I had a small panic attack in bed Thursday night, surely brought on by the recent stresses of five children in the house, including two teenage girls, not to mention the fact that I thought I was about to die. I have been trying not to take any Zanax to get to sleep and I often succeed in dropping off all by myself, tired as I am these days. I am taking Celebrex daily for my hip/back problem, which has not yet been officially diagnosed. The Celebrex works, though, and I’m glad for it. Merck is once again in the news as a man died from a heart attack after a month on Vioxx and the proceedings of his widow’s lawsuit are splashed across the papers and heard on radio and tv reports almost daily.
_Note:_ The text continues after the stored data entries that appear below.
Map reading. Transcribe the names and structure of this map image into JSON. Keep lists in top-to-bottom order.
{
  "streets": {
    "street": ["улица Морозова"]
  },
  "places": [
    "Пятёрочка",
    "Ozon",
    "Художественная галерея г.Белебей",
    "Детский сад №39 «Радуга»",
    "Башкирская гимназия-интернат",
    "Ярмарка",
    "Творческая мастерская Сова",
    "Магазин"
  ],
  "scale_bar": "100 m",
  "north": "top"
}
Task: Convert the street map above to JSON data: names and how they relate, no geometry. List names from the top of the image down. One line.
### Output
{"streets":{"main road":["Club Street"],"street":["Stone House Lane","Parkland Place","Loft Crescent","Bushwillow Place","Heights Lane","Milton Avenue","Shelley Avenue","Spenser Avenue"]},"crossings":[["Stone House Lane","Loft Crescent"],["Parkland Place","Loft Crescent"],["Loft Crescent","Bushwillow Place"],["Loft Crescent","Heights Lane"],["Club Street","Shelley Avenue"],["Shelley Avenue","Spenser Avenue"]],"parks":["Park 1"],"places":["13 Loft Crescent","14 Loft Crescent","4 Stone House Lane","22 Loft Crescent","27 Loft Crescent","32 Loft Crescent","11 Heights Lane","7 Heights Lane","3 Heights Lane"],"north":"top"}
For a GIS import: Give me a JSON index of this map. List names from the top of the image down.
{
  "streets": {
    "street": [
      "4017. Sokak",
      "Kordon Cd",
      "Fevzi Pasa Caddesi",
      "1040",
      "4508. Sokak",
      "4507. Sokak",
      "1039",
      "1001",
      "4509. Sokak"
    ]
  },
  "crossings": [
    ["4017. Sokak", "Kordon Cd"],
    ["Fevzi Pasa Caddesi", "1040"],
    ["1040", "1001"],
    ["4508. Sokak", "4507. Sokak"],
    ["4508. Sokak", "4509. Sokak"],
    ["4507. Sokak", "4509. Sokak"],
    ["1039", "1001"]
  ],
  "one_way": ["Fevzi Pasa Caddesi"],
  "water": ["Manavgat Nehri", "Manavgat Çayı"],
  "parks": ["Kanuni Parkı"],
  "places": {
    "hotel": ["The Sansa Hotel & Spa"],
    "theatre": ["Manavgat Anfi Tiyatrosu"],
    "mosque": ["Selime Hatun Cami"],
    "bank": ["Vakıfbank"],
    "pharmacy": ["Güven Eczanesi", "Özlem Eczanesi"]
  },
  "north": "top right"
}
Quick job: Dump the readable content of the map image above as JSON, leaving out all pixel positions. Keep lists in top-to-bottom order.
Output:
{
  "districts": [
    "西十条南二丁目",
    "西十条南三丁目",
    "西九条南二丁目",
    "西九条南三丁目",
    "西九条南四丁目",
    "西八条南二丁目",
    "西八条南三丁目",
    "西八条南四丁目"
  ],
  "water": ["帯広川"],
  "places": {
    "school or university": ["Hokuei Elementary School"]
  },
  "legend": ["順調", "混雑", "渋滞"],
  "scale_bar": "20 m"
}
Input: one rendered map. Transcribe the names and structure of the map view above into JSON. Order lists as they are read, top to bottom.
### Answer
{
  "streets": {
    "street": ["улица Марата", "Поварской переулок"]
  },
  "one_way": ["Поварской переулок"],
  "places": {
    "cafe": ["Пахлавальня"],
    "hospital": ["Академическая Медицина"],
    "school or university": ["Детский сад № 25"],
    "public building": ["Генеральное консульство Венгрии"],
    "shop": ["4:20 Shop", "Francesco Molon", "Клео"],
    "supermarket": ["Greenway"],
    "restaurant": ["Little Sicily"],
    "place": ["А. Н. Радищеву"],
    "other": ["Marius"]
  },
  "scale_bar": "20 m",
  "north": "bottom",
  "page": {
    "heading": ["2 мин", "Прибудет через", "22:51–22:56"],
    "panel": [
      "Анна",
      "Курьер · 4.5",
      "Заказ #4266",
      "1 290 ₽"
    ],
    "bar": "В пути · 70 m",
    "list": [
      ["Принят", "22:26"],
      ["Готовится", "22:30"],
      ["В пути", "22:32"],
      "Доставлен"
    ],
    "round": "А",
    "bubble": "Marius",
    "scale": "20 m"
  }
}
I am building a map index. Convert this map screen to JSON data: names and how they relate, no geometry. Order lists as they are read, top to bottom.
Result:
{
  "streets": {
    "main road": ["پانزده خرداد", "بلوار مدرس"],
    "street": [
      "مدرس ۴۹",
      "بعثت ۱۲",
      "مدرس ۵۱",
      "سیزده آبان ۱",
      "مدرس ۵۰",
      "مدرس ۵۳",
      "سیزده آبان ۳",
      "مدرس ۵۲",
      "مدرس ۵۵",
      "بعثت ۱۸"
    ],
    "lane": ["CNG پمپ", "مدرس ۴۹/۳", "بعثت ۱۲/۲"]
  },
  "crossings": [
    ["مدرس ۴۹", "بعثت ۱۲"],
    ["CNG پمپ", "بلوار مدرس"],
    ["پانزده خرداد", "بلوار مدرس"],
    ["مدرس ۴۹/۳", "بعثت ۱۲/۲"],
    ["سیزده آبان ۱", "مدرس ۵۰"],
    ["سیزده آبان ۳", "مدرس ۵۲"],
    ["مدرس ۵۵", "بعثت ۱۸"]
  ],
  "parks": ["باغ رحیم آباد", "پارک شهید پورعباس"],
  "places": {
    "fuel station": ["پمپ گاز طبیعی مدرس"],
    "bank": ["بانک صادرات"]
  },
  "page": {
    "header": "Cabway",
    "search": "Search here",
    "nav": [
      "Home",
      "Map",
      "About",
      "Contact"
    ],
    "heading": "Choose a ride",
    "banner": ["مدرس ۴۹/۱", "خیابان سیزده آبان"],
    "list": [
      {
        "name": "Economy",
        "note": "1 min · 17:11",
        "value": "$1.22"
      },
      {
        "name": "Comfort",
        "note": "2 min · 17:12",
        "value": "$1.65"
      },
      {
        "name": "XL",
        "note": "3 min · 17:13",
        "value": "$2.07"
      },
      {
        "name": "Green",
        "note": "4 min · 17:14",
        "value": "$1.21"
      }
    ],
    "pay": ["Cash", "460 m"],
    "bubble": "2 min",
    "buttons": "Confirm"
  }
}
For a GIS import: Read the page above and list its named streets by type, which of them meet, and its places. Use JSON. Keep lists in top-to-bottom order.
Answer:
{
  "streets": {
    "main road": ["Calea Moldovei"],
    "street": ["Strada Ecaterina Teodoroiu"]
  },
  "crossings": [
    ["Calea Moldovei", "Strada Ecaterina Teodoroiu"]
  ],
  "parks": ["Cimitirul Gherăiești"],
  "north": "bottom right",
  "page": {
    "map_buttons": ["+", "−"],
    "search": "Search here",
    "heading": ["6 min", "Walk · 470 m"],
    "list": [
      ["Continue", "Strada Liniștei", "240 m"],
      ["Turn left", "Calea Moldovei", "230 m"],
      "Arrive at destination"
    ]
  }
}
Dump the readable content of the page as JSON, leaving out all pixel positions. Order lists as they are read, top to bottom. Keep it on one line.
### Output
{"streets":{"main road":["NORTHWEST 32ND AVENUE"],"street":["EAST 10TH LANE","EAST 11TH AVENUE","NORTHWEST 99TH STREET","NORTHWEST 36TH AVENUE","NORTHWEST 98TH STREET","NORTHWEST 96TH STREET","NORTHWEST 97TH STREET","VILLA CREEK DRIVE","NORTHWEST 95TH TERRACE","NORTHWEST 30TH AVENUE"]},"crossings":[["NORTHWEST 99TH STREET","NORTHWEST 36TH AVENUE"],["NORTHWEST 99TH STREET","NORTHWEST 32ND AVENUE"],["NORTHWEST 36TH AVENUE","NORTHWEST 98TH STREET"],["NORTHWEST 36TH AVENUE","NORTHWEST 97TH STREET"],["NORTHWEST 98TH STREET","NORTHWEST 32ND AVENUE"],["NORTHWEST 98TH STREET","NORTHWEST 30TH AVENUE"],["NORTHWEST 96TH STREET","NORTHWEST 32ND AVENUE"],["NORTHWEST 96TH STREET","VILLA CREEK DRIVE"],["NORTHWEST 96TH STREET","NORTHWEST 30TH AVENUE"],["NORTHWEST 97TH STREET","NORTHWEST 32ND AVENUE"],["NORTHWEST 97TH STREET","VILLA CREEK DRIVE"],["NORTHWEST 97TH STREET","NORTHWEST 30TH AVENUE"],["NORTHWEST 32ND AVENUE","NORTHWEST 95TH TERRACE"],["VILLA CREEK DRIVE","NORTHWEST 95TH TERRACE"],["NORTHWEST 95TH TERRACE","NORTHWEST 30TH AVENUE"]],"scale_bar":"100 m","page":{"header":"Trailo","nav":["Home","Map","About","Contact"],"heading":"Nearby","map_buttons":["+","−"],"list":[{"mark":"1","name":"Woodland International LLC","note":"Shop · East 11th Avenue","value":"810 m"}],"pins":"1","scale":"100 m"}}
Some think that Celebrex and Bextra are similarly dangerous to the heart, though this seems to be disputed by the medical profession. My own doctor, Dr. Spiekerman, said I shouldn’t worry about being on it, especially for the short time I would be taking it – originally three weeks. I’m back on it, though, as three weeks apparently wasn’t enough time to heal whatever is causing my mystery pain. That’s a whole story in itself. I’ll save the details of the bad hip for another time.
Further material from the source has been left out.